Master 2013 2014
Stages de la spécialité SAR
Large-scale geo-replicated hybrid consistency transactional storage


Site :Masters’ internship : Large-scale geo-replicated hybrid consistency transactional storage
Lieu :LIP6, Jussieu, Paris
Encadrant : Marek Zawirski, Marc Shapiro, Masoud Saeida Ardekani
Dates :du 1/4/2014 au 31/8/2013
Rémunération :oui
Mots-clés : Parcours SAR autre qu’ATIAM, recherche

Description

Modern data storage engines such as key-value stores (KVSes) are deployed across machines in a data centre (sharding and replication), and across several data centres located in various geographical locations (geo-replication). In order to improve their latency and availability, these systems exploit topology-aware designs, where fast and relatively reliable communicatio over LAN is preferred over slow and more failure-prone WAN. Moreover, recent scalable designs achieve parallelism by minimizing cross-shard communication and using parallel streams of communication across data centres.

Fundamentally, every such system suffers from a trade-off between low latency of updates (and availability) and consistency of reads. Low latency system can offer highly available transactions [1], but those are restricted to the variants of causal+ consistency [4, 5]. Strongly consistent general-purpose transactions are achievable only at the expense of higher latency for some transactions [2, 6]. Recently, an interesting class of hybrid consistency storage systems is emerging, where both weakly and strongly consistent objects can be accessed by transactions [7], making them fast when possible and consistent when necessary [3]. However, existing hybrid consistency systems do not support processing and communication parallelism, which makes them inapplicable to large-scale deployments.

The goal of this project is to design and implement a large-scale geo-replicated hybrid consistency transactional system. Our existing experience with large-scale strong and weak transactional system designs make us believe that it may involve complete redesign of both algorithms and metadata compared to existing small-scale designs. Challenges involve maintaining consistency with transactions that access both weakly consistent and strongly consistent objects, which typically involves complex and not necessarily compatible causal dependencies and multi-versioning techniques, such as dependencies tracking and version vectors.

The research will consist of three phases : - State-of-the-art survey (approx. one month). - Designing a large-scale geo-replicated KVS with weak and strong transactions (approx. one month, plus interleaved with others). - Implementing and evaluating the solution, revisiting the design (4 months).

Requirements : - Enrolled in a Master’s in Computer Science / Informatics or a related field. - Excellent academic record. - Motivated by experimental research. - Skills in algorithms, data structures, concurrency, distributed computing, high-performance computing, operating systems, distributed systems, databases, or a related area.

Please provide a CV, a list of courses and your marks, an essay relevant to the topic (1 to 4 pages), and at least two references (whom we will contact ourselves for a recommendation).

Contact : Marek Zawirski or Marc Shapiro .

Bibliographie

[1] Peter Bailis, Aaron Davidson et al.
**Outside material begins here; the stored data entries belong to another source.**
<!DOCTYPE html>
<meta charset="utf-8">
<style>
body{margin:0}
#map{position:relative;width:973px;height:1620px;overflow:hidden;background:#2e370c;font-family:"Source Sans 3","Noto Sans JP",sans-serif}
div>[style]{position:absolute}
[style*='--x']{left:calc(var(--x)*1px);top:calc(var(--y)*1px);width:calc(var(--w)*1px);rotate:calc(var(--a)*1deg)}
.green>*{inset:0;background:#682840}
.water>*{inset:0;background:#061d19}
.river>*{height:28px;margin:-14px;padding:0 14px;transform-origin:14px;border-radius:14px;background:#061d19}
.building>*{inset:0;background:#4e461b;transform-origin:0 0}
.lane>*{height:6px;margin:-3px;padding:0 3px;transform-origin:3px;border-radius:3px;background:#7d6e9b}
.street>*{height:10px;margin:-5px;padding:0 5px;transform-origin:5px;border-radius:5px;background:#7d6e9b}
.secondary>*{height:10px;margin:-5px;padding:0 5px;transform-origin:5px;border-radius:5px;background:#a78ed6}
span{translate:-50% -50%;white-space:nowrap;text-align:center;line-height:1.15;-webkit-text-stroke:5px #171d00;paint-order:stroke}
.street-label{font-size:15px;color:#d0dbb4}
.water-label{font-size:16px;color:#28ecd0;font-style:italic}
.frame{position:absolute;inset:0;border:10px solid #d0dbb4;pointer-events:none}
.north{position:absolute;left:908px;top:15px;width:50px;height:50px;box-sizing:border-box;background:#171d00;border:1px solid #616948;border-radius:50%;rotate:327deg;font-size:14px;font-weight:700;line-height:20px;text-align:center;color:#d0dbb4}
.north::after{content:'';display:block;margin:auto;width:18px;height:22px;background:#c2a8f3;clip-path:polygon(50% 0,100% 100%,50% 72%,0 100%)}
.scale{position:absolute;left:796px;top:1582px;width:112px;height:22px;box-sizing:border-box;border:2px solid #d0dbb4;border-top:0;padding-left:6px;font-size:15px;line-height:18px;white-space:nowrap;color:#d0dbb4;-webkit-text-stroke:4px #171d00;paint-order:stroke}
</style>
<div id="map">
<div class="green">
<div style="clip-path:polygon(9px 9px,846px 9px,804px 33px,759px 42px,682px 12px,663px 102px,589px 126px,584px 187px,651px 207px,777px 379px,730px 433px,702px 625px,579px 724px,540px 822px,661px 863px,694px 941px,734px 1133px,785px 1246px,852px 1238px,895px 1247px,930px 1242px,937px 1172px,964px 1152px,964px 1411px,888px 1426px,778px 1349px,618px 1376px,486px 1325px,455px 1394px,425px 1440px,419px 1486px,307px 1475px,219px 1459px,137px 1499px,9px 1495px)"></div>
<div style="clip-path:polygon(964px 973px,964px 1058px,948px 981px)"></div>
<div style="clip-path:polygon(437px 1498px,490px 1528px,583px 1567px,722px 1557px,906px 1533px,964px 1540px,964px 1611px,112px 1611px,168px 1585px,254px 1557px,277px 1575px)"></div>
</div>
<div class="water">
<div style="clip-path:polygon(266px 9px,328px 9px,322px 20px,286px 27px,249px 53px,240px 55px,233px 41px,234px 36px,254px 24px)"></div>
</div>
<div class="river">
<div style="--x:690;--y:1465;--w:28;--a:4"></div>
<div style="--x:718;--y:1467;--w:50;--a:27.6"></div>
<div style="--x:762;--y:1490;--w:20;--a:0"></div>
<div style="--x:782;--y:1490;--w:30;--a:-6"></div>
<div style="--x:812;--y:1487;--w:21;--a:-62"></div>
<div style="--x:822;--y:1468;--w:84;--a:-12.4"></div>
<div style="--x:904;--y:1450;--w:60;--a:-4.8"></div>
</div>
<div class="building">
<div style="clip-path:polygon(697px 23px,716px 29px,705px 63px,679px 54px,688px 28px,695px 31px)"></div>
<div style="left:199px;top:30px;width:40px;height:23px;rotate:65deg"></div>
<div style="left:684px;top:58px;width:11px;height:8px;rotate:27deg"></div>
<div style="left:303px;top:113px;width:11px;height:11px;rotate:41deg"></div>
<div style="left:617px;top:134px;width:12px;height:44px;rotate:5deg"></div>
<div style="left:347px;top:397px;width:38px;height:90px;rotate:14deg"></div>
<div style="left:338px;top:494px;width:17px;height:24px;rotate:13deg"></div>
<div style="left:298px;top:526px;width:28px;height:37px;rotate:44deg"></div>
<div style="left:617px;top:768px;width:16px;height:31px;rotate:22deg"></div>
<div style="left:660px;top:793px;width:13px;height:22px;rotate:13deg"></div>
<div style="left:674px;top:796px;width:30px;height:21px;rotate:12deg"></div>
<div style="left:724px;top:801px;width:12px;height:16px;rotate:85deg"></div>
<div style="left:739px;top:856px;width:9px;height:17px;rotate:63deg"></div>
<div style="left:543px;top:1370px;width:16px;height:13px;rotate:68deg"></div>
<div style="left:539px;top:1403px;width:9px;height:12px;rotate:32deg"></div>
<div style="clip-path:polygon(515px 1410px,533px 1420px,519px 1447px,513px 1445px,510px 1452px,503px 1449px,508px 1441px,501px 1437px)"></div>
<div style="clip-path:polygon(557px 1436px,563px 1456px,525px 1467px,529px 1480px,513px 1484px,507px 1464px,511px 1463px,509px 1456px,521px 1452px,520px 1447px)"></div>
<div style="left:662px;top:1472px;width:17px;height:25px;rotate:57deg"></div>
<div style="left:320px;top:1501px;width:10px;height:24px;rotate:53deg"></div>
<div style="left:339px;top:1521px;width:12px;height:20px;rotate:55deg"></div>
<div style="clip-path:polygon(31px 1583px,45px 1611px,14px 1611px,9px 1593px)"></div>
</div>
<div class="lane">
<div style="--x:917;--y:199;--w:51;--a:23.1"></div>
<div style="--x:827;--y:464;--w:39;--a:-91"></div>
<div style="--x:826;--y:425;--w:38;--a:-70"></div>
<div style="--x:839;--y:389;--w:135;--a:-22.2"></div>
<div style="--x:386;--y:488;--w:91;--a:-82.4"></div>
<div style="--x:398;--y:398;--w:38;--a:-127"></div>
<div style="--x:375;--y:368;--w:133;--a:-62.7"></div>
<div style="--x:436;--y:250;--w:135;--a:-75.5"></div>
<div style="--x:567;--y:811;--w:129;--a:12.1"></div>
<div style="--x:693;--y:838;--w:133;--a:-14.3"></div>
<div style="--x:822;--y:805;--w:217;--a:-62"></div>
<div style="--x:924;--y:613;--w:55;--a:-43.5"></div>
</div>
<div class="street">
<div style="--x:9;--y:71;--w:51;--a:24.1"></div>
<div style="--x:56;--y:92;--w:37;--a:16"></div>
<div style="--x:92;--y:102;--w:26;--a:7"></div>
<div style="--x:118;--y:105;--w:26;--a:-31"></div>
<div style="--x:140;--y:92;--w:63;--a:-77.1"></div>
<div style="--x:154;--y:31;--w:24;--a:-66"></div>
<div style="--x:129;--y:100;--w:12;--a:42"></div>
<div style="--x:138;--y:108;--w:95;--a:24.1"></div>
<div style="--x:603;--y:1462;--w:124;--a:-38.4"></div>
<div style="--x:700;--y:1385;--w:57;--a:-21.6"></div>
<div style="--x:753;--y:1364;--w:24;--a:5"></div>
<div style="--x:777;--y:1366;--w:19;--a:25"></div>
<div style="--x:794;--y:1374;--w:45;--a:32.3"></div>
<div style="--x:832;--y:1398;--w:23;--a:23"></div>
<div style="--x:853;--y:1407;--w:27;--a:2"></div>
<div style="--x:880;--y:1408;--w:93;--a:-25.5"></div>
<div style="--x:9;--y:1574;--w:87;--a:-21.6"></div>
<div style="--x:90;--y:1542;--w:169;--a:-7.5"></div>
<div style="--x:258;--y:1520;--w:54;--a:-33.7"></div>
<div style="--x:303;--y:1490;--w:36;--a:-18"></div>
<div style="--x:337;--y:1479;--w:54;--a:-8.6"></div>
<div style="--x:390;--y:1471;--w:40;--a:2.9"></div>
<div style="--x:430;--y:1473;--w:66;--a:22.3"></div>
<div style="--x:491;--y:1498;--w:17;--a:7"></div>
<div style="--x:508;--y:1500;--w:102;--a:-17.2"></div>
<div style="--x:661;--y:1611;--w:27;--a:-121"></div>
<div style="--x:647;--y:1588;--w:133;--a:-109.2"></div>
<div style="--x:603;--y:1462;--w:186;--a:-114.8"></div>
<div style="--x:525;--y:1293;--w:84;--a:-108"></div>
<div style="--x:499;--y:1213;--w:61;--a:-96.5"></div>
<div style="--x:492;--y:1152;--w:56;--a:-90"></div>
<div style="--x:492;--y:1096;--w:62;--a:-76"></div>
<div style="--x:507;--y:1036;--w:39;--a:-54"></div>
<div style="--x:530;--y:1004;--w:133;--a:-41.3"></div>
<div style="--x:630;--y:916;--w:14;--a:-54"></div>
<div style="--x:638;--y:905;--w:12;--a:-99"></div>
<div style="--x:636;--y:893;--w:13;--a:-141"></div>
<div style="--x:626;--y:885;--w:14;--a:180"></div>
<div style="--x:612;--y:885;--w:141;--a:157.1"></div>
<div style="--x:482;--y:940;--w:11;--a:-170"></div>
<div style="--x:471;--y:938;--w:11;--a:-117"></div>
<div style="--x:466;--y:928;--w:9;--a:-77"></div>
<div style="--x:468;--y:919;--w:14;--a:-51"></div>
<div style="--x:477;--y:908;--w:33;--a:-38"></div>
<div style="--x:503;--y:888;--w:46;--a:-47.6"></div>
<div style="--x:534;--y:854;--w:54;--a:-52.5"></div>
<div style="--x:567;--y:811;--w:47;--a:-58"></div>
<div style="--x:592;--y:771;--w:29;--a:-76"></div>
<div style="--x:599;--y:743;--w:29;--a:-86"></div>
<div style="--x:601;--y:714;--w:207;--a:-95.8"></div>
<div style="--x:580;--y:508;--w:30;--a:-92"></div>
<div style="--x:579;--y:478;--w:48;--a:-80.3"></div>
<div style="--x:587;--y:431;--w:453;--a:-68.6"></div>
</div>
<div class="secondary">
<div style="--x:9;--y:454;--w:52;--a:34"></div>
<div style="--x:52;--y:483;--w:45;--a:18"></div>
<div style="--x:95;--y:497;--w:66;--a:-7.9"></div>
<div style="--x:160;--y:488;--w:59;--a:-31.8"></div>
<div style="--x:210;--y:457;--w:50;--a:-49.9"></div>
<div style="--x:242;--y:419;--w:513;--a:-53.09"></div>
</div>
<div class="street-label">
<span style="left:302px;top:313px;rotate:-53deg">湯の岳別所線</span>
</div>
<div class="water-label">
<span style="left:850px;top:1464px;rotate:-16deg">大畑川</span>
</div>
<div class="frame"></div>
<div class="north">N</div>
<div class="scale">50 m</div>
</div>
Highly Available Transactions : virtues and limitations. Int. Conf. on Very Large Data Bases (VLDB), 2013.

[2] James C. Corbett, Jeffrey Dean, et al. Spanner : Google’s globally-distributed database. In Symp. on Op. Sys. Design and Implementation (OSDI), October 2012.

[3] Cheng Li, Daniel Porto, et al. Making geo-replicated systems fast as possible, consistent when necessary. In Symp. on Op. Sys. Design and Implementation (OSDI), October 2012.

[4] Wyatt Lloyd, Michael J. Freedman, et al. Don’t settle for eventual : scalable causal consistency for wide-area storage with COPS. Symp. on Op. Sys. Principles (SOSP), Cascais, Portugal, October 2011

[5] Wyatt Lloyd, Michael J. Freedman, et al. Stronger semantics for low-latency geo-replicated storage. In Networked Sys. Design and Implem. (NSDI), Lombard, IL, USA, April 2013.

[6] Masoud Saeida Ardekani, Pierre Sutra, and Marc Shapiro. Non-Monotonic Snapshot Isolation : scalable and strong consistency for geo-replicated transactional systems. In Symp. on Reliable Dist. Sys. (SRDS), Braga, Portugal, October 2013.

[7] Yair Sovran, Russell Power, et al. Transactional storage for geo-replicated systems. In Symp. on Op. Sys. Principles (SOSP), pages 385—400, Cascais, Portugal, October 2011.